Friday, September 23, 2011

Pork Schnitzel

This is probably the first time that I can ever say that I designed a meal around a mustard.  Yup.  You read it right - mustard.  Alex and I picked up a jar of this Jalapeno IPA Mustard from My Friend's Mustard back in March at the Get Real NY Craft Beer & Food Festival that has been sitting in our cupboard, lonely and dejected, ever since then.  In an effort to finally use some of our delicious beer mustard, I came up with this recipe.  I know that schnitzels don't traditionally use panko breadcrumbs, cornmeal and Parmigiano-Reggiano as the breading, but panko is my go to breadcrumb and lately I have really been enjoying the combination of panko and cornmeal for a little extra crunch/crispy texture for the crust.  So I went with it.  I also love how Parmgiano-Reggiano turns a wonderful golden brown and adds a lovely salty flavor when roasted or pan-fried as part of the breading, so I threw that in too.  Generally I would also add some herbs or other seasoning to the flour and the breadcrumb mixture, but since we were pairing the schnitzels with the spicy mustard, I didn't want to have too many competing flavors and I just threw in some s&p.  So I'm not really sure if this is a schnitzel or a milanese or some other random dish, but I'm going to pretend it's a schnitzel because that is what I was thinking of when I made it, and call it a day.

So there are some pros and cons to the dish.  The coating on the schnitzel was marvelous and the pork was perfectly cooked.  Alex and I were both in complete agreement on that.  I was actually surprised by how juicy the pork was seeing as I didn't have time to brine it or anything.  Next time I will go ahead and brine or marinate the pork so that the pork itself soaks up a little more flavor, because as juicy as the pork was you could have been eating any sort of meat under that wonderful breading.  Depending on what I intend to serve with my schnitzel I will also add some seasonings/herbs to the breadcrumbs.  Another alternative to make the dish seem a little (or a lot) lighter would be to serve it with lemon wedges and an arugula salad lightly dressed with lemon juice, evoo and a sprinkle of flaked sea salt.  You could also very finely mince up some flat-leaf parsley or thyme and a garlic clove and throw the herbs in with the breadcrumbs for some extra freshness and flavor.  Basically, it's a really great base recipe for you to play with and season to your own liking!

Recipe after the jump!

Pork Schnitzel

1 lb pork loin, cut into 1-inch slices
1/2 cup flour
2 eggs, lightly beaten
1/4 cup corn meal
1/4 cup Parmigiano-Reggiano
1 cup panko bread crumbs
3 tbsp evoo
1 tbsp butter
lemon wedges
whole grain mustard (we used My Friend's Mustard Jalapeno IPA Mustard)

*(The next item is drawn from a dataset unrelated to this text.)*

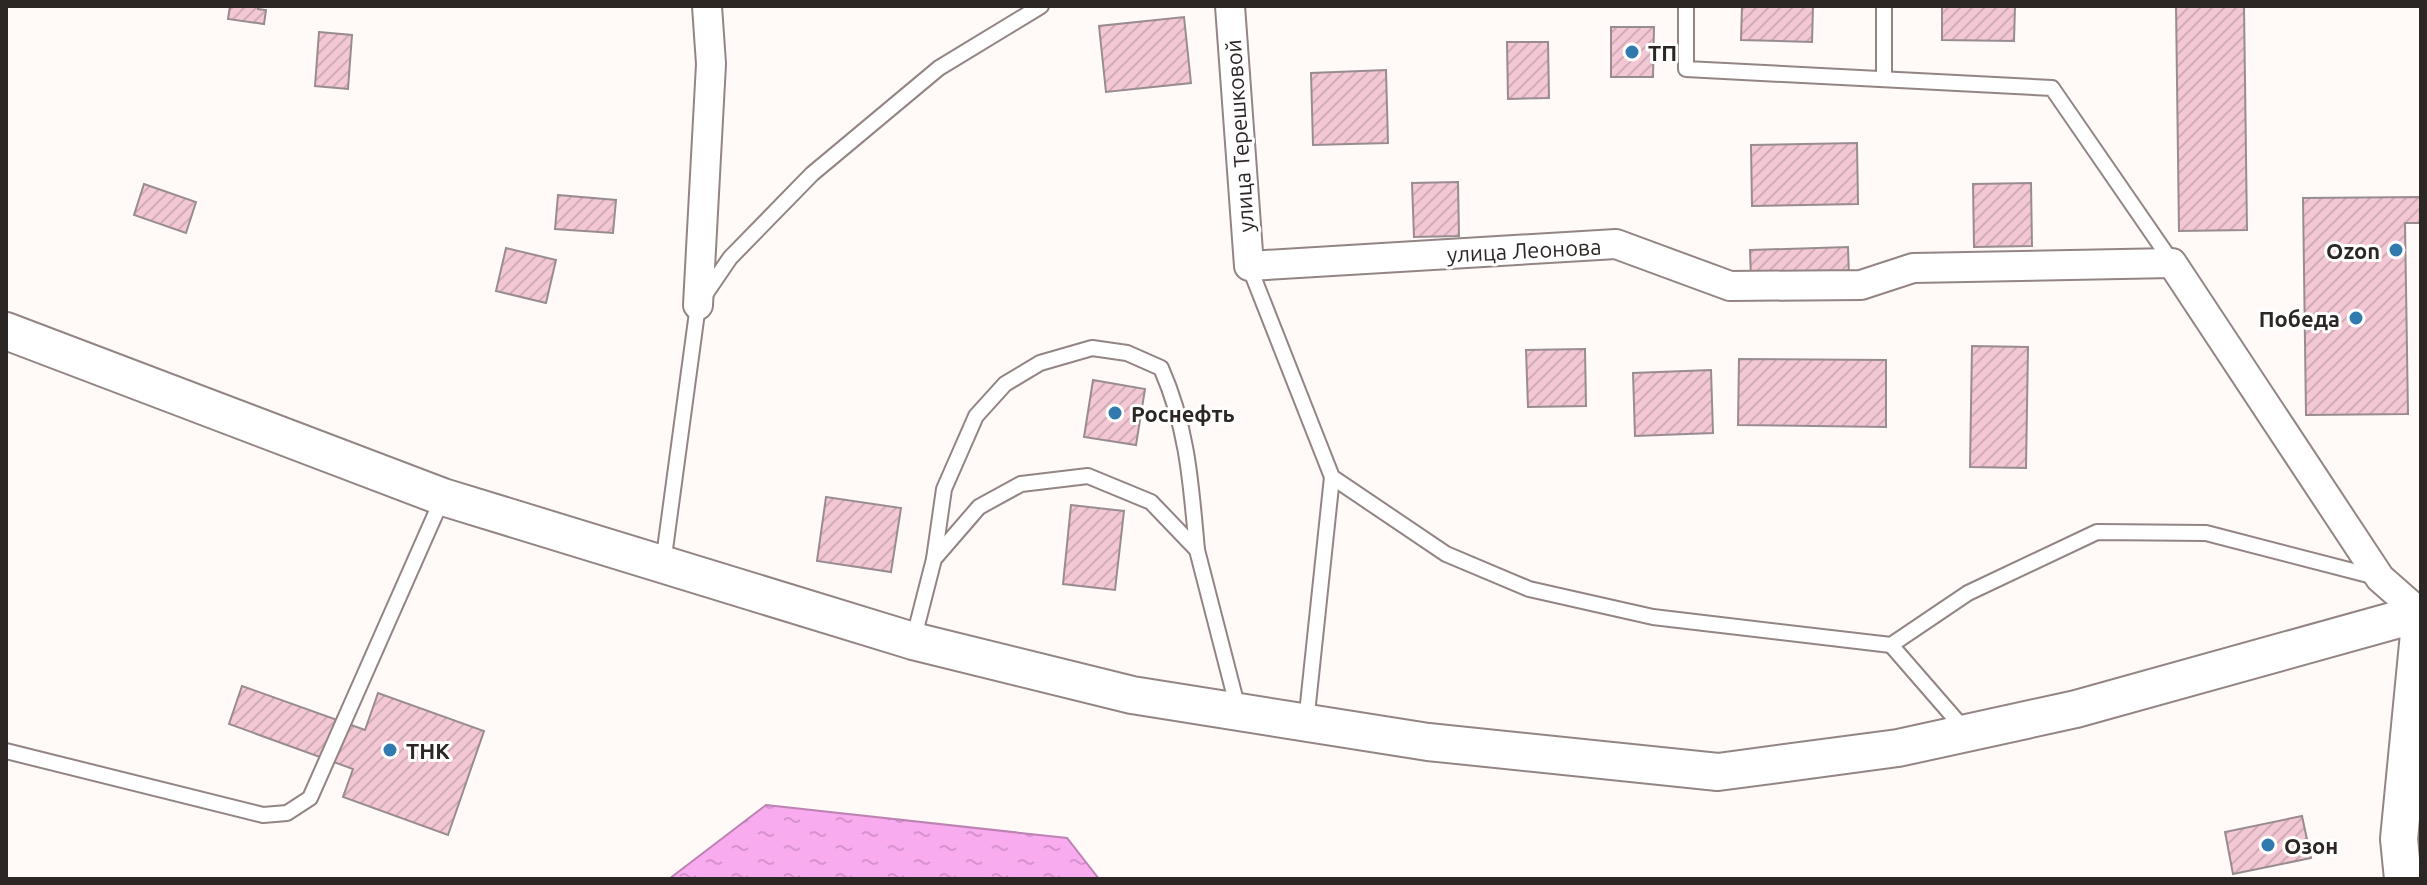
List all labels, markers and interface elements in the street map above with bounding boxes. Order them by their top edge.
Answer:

Place each slice of pork loin between 2 sheets of plastic wrap on a cutting board. Using a meat mallet, carefully pound the pork slices until they are uniformly 1/4 inch thick.

Season flour with s&p. Combine lightly beaten eggs and 1 tbsp milk in a shallow dish. Combine corn meal, parm-reg and panko in another shallow dish and season with s&p.  Dip each slice into the flour mixture, then the egg, and then the panko breadcrumb mixture.  Be sure to shake off excess flour and egg before proceeding onto the next step.  Coat both sides of the pork in panko mixture, patting to make sure panko adheres if necessary.  Set aside and repeat with remaining pork.

In a large nonstick saute pan, heat 3 tbsp evoo over medium heat until just smoking. Add the butter and allow it to foam for 10 to 15 seconds.  Place the pork in the pan without crowding it and cook until golden brown and crispy, about 3 minutes. Using tongs, carefully turn the pork and cook on the other side until golden brown, about 3 more minutes. Add more oil if necessary, 1/2 tablespoon at a time, to avoid scorching the breading.  Remove pork from the pan and set aside on a serving platter. Repeat with remaining pork.

Serve pork with lemon wedges and mustard.